Valorizar a própria língua
Da Amazônia peruana, Yesica Patiachi, contou à visão do mundo do povo Harakbut, que se consideram filhos de uma árvore. A sua espiritualidade baseia-se no respeito pela ordem dos mundos, o que os leva a realizar diferentes ritos para expressar este respeito e a ouvir os sons da floresta como forma de se ligarem ao mundo e lerem as diferentes manifestações que a natureza lhes comunica.
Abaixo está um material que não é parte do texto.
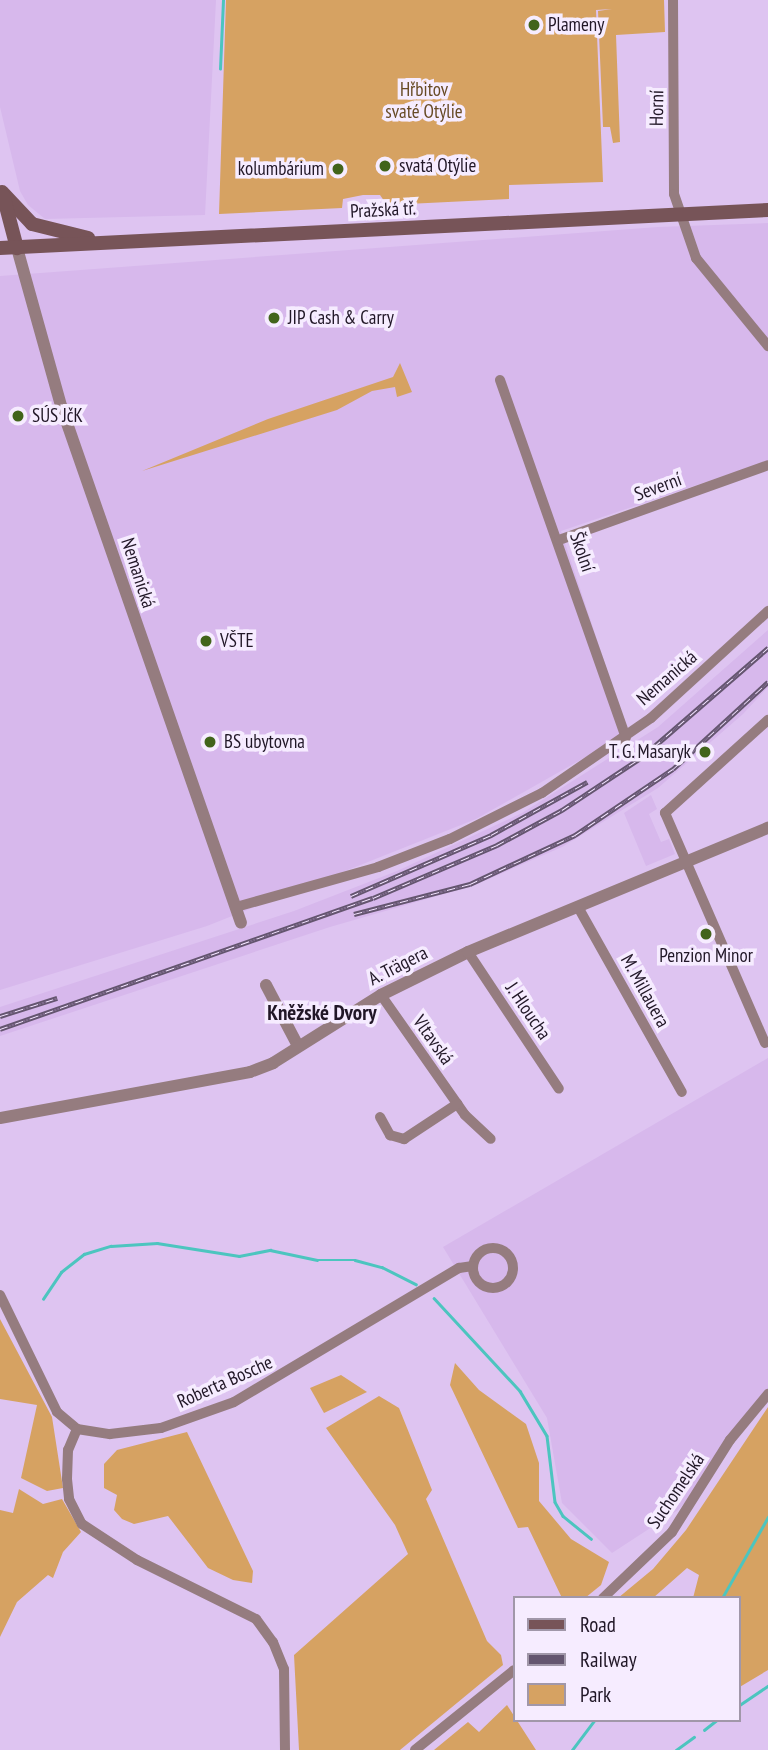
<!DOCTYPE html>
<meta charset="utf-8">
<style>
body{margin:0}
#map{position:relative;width:768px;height:1750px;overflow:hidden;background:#dec4f1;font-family:"PT Sans Narrow",sans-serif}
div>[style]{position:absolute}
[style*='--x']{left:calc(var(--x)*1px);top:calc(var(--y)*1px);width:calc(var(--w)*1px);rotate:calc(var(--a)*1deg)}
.built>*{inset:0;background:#d7b8ec}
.green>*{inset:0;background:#d6a262}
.stream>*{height:2.5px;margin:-1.25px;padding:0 1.25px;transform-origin:1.25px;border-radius:1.25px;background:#4cc5bf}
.minor>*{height:10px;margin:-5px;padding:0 5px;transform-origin:5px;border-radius:5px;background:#957c7f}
.minor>.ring{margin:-5px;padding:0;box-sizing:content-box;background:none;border:10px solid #957c7f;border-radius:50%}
.tertiary>*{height:12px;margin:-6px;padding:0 6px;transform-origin:6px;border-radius:6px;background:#957c7f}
.secondary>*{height:14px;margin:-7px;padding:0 7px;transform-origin:7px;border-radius:7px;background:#775458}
.rail>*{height:5px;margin-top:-2.5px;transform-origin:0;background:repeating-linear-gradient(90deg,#f6ecff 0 8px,#64556f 0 16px);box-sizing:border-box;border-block:2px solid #64556f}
.dots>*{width:19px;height:19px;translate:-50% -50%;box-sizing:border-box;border:4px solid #f6ecff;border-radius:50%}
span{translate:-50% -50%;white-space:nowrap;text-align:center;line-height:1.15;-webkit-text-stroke:7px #f6ecff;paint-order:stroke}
.poi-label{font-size:19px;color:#211727}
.left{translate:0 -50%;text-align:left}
.right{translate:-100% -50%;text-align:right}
.park-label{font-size:19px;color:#674a25}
.street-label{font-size:19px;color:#211727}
.neighbourhood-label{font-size:21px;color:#211727;font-weight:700}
.legend{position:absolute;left:513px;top:1596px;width:228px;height:126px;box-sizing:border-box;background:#f6ecff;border:2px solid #a197a9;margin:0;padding:9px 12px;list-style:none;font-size:21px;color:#211727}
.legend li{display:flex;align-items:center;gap:14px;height:35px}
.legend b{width:35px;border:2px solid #a197a9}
</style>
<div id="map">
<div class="built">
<i style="clip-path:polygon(0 0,216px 0,205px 215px,45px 219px,28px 205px,20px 191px,0 107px)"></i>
<i style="clip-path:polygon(768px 223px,768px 461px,561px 531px,628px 733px,476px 819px,207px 926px,0 990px,0 276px,658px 227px)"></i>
<i style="clip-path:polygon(768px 630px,768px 687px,743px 714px,658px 788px,562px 847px,475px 885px,330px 927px,0 1036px,0 1007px,294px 911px,397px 871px,522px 813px,658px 727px)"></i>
<i style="clip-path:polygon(651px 795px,657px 809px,649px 814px,661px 842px,669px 839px,675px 854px,646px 866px,624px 813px)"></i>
<i style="clip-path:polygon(768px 1058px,768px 1389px,701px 1486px,678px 1510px,612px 1553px,562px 1503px,547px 1418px,443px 1247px)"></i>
</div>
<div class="green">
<i style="clip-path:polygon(226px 0,664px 0,665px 32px,616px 35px,620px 142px,613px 143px,610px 127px,603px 127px,598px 11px,612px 9px,596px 10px,603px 182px,509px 185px,509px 199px,387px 205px,380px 195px,363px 195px,343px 199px,342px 208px,219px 214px)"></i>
<i style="clip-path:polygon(400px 363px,412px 392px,397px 397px,395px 387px,372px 391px,337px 410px,142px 471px,268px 419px,393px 377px)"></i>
<i style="clip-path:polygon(0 1319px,52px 1417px,63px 1488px,47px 1491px,21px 1478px,37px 1405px,0 1399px)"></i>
<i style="clip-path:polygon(455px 1363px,479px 1390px,526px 1424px,539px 1463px,539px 1501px,571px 1539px,609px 1562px,601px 1585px,585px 1598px,562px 1598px,528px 1527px,518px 1528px,450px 1385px)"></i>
<i style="clip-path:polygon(341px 1375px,367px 1392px,324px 1413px,310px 1388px)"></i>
<i style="clip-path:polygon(379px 1396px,399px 1408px,432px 1490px,426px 1499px,487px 1641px,501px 1655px,503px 1665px,400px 1750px,299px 1750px,294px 1655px,408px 1554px,395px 1525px,326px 1428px)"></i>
<i style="clip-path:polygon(768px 1407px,768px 1670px,738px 1688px,738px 1598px,693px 1598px,699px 1575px,687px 1568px,653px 1598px,618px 1598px,653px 1569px,686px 1530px)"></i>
<i style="clip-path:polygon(187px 1432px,253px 1571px,252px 1583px,233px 1580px,208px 1568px,168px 1516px,134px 1524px,122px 1519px,114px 1510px,117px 1495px,104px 1488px,104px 1464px,117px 1450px)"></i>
<i style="clip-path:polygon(19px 1489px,43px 1504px,62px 1499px,81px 1532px,63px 1552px,53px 1578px,48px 1575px,17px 1602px,0 1637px,0 1510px,13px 1513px)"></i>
<i style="clip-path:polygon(507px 1705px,536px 1750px,434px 1750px,468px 1722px,479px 1732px)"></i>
</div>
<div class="stream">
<i style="--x:220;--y:69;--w:69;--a:-87.5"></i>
<i style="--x:434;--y:1298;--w:127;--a:47.2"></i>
<i style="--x:520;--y:1391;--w:52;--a:59"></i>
<i style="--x:547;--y:1436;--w:66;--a:83.1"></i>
<i style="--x:555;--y:1502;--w:16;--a:60"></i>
<i style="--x:563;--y:1516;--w:36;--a:39"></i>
<i style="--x:43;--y:1299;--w:32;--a:-56"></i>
<i style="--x:61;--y:1272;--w:29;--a:-38"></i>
<i style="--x:84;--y:1254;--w:28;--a:-17"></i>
<i style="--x:111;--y:1246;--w:46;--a:-3.7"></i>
<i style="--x:157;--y:1243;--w:83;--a:9"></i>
<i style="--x:239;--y:1256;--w:32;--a:-11"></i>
<i style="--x:270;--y:1250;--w:48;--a:12"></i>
<i style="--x:317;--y:1260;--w:38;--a:0"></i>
<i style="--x:355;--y:1260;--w:28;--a:15"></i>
<i style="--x:382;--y:1267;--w:38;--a:27"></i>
<i style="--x:722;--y:1598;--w:93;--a:-60.4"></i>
<i style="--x:738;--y:1706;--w:36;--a:-34"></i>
<i style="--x:704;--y:1730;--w:16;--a:-38"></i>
<i style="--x:572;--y:1750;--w:38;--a:-53"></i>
<i style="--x:676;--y:1750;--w:22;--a:-36"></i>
</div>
<div class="minor">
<i style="--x:673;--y:0;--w:194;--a:89.7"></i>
<i style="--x:674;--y:194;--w:68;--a:71"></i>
<i style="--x:696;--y:258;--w:114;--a:50.7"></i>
<i style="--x:500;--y:380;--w:379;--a:70.6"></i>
<i style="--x:559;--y:540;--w:222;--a:-19.7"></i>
<i style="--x:236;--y:907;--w:148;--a:-15.7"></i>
<i style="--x:378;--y:867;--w:77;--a:-21.3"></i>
<i style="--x:450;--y:839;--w:103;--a:-26.6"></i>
<i style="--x:542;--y:793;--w:132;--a:-34.5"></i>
<i style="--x:651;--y:718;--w:159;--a:-42.4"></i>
<i style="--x:578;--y:907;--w:212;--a:60.7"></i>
<i style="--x:468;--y:952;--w:164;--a:56.4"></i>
<i style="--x:381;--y:995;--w:146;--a:55"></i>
<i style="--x:465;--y:1115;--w:35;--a:43"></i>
<i style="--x:765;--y:1043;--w:251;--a:-113.5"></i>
<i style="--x:665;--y:813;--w:139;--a:-42.1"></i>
<i style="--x:380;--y:1117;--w:21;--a:61"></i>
<i style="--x:390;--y:1135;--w:15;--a:16"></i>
<i style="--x:404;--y:1139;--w:64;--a:-33.4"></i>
<i class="ring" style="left:473px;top:1248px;width:30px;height:30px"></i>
<i style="--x:0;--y:1295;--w:130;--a:64"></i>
<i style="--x:57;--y:1412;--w:26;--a:40"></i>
<i style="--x:77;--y:1429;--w:33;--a:9"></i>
<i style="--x:110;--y:1434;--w:51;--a:-6.7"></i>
<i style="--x:161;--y:1428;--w:77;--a:-19.6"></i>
<i style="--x:234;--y:1402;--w:262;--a:-30.8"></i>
<i style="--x:459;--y:1268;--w:14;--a:-8"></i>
<i style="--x:77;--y:1429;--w:23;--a:113"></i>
<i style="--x:68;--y:1450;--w:29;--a:92"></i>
<i style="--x:67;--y:1479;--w:20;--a:84"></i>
<i style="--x:69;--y:1499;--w:28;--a:63"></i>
<i style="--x:82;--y:1524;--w:66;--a:33.2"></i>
<i style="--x:137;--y:1560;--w:133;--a:26.4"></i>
<i style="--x:256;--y:1619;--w:29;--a:54"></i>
<i style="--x:273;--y:1642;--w:29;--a:68"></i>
<i style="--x:284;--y:1669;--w:81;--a:89.3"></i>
<i style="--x:603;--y:1598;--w:95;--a:-43.7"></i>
<i style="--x:672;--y:1532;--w:109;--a:-57.8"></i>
<i style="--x:730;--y:1440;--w:60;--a:-50.4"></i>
<i style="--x:415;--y:1750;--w:127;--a:-38.9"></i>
</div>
<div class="tertiary">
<i style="--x:17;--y:248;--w:164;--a:74.4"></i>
<i style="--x:61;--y:406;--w:547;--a:70.8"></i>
<i style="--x:266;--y:985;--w:67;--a:62.3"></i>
<i style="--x:0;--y:1118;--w:254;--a:-10.4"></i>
<i style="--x:250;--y:1072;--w:25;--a:-21"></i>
<i style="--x:273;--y:1063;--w:128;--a:-32.2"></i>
<i style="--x:381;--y:995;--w:97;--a:-26.3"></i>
<i style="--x:468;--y:952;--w:325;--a:-22.5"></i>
</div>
<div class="secondary">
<i style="--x:2;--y:192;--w:44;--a:46.8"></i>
<i style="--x:32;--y:224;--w:58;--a:14"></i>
<i style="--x:3;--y:195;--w:55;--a:75.2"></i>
<i style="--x:0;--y:248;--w:769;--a:-2.83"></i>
</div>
<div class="rail">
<i style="--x:351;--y:896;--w:153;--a:-23.5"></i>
<i style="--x:491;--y:835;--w:110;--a:-28.9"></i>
<i style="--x:354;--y:914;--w:120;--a:-14.5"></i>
<i style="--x:470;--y:884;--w:116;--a:-25"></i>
<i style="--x:575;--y:835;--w:118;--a:-34"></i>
<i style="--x:673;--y:769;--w:129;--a:-42.5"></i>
<i style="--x:0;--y:1016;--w:60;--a:-17.5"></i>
<i style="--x:0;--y:1029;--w:395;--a:-19.4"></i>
<i style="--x:373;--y:898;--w:135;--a:-23.1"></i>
<i style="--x:497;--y:845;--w:74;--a:-28.3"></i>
<i style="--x:562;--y:810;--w:96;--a:-33.5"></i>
<i style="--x:642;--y:757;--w:167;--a:-40.9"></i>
</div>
<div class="dots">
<i style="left:534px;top:25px;background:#42641b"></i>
<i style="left:385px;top:166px;background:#42641b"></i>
<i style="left:338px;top:169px;background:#42641b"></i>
<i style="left:274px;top:318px;background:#42641b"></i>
<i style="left:18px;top:416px;background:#42641b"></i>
<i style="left:206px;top:641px;background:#42641b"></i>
<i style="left:210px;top:742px;background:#42641b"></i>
<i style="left:705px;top:752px;background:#42641b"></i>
<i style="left:706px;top:934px;background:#42641b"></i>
</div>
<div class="poi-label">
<span class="left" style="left:548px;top:25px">Plameny</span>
<span class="left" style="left:399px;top:166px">svatá Otýlie</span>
<span class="right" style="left:324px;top:169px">kolumbárium</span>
<span class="left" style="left:288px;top:318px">JIP Cash &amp; Carry</span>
<span class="left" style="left:32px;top:416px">SÚS JčK</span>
<span class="left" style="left:220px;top:641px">VŠTE</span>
<span class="left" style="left:224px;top:742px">BS ubytovna</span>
<span class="right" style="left:691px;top:752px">T. G. Masaryk</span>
<span style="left:706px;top:956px">Penzion Minor</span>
</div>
<div class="park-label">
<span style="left:424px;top:101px">Hřbitov<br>svaté Otýlie</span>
</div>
<div class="street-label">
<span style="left:657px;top:108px;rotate:-89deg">Horní</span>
<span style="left:383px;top:210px;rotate:-3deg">Pražská tř.</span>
<span style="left:658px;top:487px;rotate:-20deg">Severní</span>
<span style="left:582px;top:552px;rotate:71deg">Školní</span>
<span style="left:138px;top:573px;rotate:72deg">Nemanická</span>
<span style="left:667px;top:678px;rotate:-41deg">Nemanická</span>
<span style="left:398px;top:966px;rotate:-27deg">A. Trägera</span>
<span style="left:645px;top:991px;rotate:61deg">M. Millauera</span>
<span style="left:528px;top:1011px;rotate:56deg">J. Hloucha</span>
<span style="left:433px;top:1040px;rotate:55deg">Vltavská</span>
<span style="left:225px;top:1382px;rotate:-24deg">Roberta Bosche</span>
<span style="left:676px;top:1491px;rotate:-56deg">Suchomelská</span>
</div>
<div class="neighbourhood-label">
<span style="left:322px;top:1013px">Kněžské Dvory</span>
</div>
<ul class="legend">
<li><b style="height:9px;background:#775458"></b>Road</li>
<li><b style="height:9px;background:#64556f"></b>Railway</li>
<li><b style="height:19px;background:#d6a262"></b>Park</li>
</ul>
</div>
Respeitar o equilíbrio dos mundos é o caminho para uma vida plena no mundo Harakbut, o que deve levar ao respeito pelos espaços, a casa comum.
Um povo com uma grande capacidade de resiliência, tem avançado no caminho da interculturalidade, algo que também tem sido influenciado pelo fato de ter recebido o Deus cristão na sua cultura. Yesica, que foi auditora do Sínodo da Amazônia e é atualmente uma das conselheiras da REPAM, enfatizou a importância de cantar músicas católicas na sua língua, porque o canto sempre esteve presente na sua cultura, como forma de expressar o seu respeito pela floresta. Afirmou que desde que leu Laudato Si descobriu que o Papa Francisco é mais um harakbut que luta pelo respeito da floresta. Por isso insistiu na importância do respeito, de não quebrar o equilíbrio, como uma forma de Bem Viver, de manter o equilíbrio com a floresta.